Asking the Parliament of the Fourth Republic to stop government from overspending, as the Minority Leader did at the 2013 Liberty Lecture on Tuesday, is akin to crying for the moon. For no matter how many tonnes of blood one sheds, the moon would not care a hoot.
Speaking on the theme 'The Deficit in Parliamentary Oversight in the Fight against Corruption,' Osei-Kyei-Mensah Bonsu reeled off a list of government over-expenditure since 2009, and urged the Finance Committee of Parliament 'to be up and doing' and prevent such excesses.
In 2009, the government overspent its budget by GH¢300 million, in 2010 by GH¢800 million, in 2011 by GH¢1.3 billion, and in 2012 by 2.8 billion, the MP for Suame enumerated.
Said Minority Leader Bonsu: 'Over-spending means government expenditure exceeds the statutory allocation captured in the Appropriation Act. It means government is not obeying the law. Does Parliament merely sit and applaud? Parliament must act to stop government from this gross non-conformity with the law.
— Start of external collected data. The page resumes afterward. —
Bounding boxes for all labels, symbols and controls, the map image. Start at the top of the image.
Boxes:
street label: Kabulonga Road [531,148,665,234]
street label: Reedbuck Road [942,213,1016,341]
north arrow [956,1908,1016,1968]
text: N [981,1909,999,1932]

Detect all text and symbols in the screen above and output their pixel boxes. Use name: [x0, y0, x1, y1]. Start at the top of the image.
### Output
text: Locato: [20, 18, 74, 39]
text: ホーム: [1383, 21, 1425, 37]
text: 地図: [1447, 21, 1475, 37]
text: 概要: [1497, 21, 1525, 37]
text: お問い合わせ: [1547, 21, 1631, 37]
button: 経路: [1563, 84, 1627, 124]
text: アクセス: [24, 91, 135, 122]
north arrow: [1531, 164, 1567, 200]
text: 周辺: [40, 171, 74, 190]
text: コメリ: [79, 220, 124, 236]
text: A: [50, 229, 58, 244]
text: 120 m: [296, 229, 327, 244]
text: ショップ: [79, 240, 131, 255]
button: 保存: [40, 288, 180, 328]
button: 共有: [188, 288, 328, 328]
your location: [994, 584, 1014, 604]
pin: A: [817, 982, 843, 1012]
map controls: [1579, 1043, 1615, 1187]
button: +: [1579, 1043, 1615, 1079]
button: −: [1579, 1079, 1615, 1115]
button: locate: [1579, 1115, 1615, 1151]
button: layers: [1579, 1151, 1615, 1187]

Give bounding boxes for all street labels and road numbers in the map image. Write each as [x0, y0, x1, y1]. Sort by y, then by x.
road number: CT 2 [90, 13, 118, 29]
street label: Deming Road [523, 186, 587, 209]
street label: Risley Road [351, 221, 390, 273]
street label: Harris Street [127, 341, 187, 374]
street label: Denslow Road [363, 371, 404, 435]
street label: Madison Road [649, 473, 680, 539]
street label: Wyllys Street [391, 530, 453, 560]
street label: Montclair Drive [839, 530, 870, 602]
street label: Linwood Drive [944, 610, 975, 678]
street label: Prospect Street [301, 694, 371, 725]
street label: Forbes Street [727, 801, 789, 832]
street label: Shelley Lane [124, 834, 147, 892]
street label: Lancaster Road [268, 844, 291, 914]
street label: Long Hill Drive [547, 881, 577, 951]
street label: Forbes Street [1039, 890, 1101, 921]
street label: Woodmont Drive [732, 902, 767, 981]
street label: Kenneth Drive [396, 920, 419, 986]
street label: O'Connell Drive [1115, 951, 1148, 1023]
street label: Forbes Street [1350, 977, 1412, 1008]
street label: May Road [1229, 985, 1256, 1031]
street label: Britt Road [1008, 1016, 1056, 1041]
Otherwise, making laws becomes a waste of time.
'It should be the duty of the Finance Committee to detect and question why the government overspends its expenditure, and puts in place measures to forestall its recurrence.
The Chronicle knows that curbing cash-itchy executive fingers is the role of all regularly constituted Parliaments in democracies worldwide. In the United States, that power has, in the name of ideological purity, been used twice to almost shut down the government in recent years.
But, is our Parliament of the Fourth Republic so 'regularly' constituted? Maybe for other aspects of public life, but not in curbing the government's predilection for overspending.
The Chronicle is of the opinion that the 1992 Constitution, which empowers Parliament to control public expenditure, took it away with the next breadth by prescribing that a majority of ministers should be appointed from Parliament.
This stipulation puts the MPs of the ruling party, who are often in the majority and occupy most seats on Committees of Parliament, under a double whip regime. In addition to the regular party whip, which ensures they toe the party line, the majority MPs have the whip of the lure of ministerial appointments to also kowtow to.
It is thus, most unlikely that the majority MPs would readily join the minority MPs to refuse the government's request for a supplementary budget. This is the bane of the Parliament of the Fourth Republic in fighting executive financial recklessness.
In the light of the above, The Chronicle would urge recourse to the use of civil society groups, especially those in bed with, or sympathetic to the opposition, to harass the government with well- publicised suits, challenging government's financial irresponsibility.
With the gift of hindsight, the decision of the framers of the 1992 Constitution to merger aspects of the presidential and parliamentary systems to reduce friction between various arms of government may not have been properly thought out.
Let us quickly amend, if the provision for the appointment of most ministers from Parliament is not entrenched.